Shares of Sprint Corp. (S) are climbing, as markets digest what CEO Marcelo Claure described as "a big step forward in our turnaround," during a third-quarter earnings call on Tuesday. Sprint is one of three tech/telecom stocks in the Real Money index of 20 troubled companies. The others are 3D Systems Inc. (DDD) and Advanced Micro Devices Inc. (AMD) , which are also moving higher in Wednesday trading.
Sprint, the Overland Park, Kan., wireless carrier gained 4 cents, or 1.3%, to $3.03 on Wednesday afternoon, after hitting $3.21 earlier in the day. Even with the backing of Masayoshi Son's Softbank Corp., Sprint has struggled to gain share in the U.S. wireless market. In the third quarter, Sprint reported its highest gains in post-paid subscribers in three years. Customer defections were down and Ebita was up. "We are not sure what more Sprint could do to push away the bears," Wells Fargo Securities LLC analyst Jennifer Fritzsche wrote in a Wednesday note. Despite the progress, Barclays Capital Inc. analyst Amir Rozwadowski wrote that Sprint needs to demonstrate that it can maintain its success with subscribers while cutting costs.
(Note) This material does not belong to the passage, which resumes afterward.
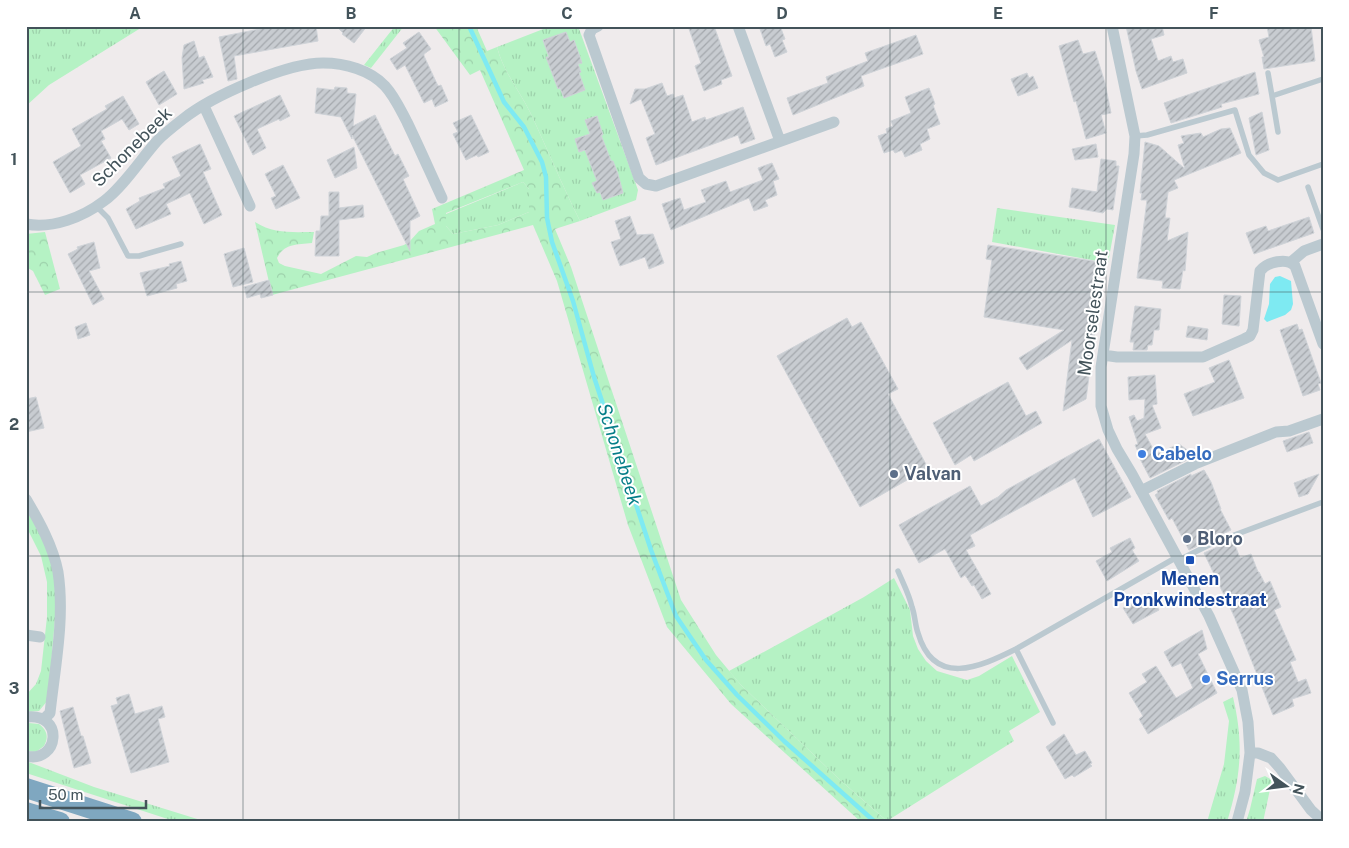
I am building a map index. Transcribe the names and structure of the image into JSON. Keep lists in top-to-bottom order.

Shares of 3D Systems extended a week-long recovery as investors begin to believe the 3D printing equipment and services company may be able to become the company it wants to be -- not the company it is. The stock gained 4.7%, or 35 cents, to $7.78 after earlier reaching as high as $7.88. 3D executives want to rely more on organic growth and move away from the former strategy of expanding via acquisitions. But they must first find a face for the new approach: CEO Avi Reichental stepped down abruptly last October after leading the company for 12 years and a replacement has yet to be found. All the hype around 3D printers also hasn't yet led to the kind of growth 3D had hoped for and major players like Hewlett-Packard Co. (HPQ) are now in the game too. "We think it's possible that demand could stabilize in the back half of 2016 though we are not expecting a rapid recovery," wrote UBS analyst Steven Milunovich in a recent note.
Investors are trusting AMD after it said the second-half would be better than the first. The shares added 3.9%, or 8 cents to $2.15 and reached a high of $2.18. AMD is suffering from consumer disinterest in PCs but says its semi-custom chips for game console makers such as Microsoft Inc. (MSFT) and Sony inc. (SNE) will hit it bit. The company is also hoping to strengthen its troubling balance sheet with $320 million through the sale of its assembly and test manufacturing facilities in the first half. It had debt at the end of 2015 of $2.26 billion and cash of $785 million. Still, it's losing money - $660 million last year. "We continue to think the best place for investors to be is on the sidelines until we can get confidence in the second half revenue ramp and see a clear a path to profitability," wrote Webush Securities Inc. analyst Betsy Van Hees last week after the company released fourth-quarter earnings.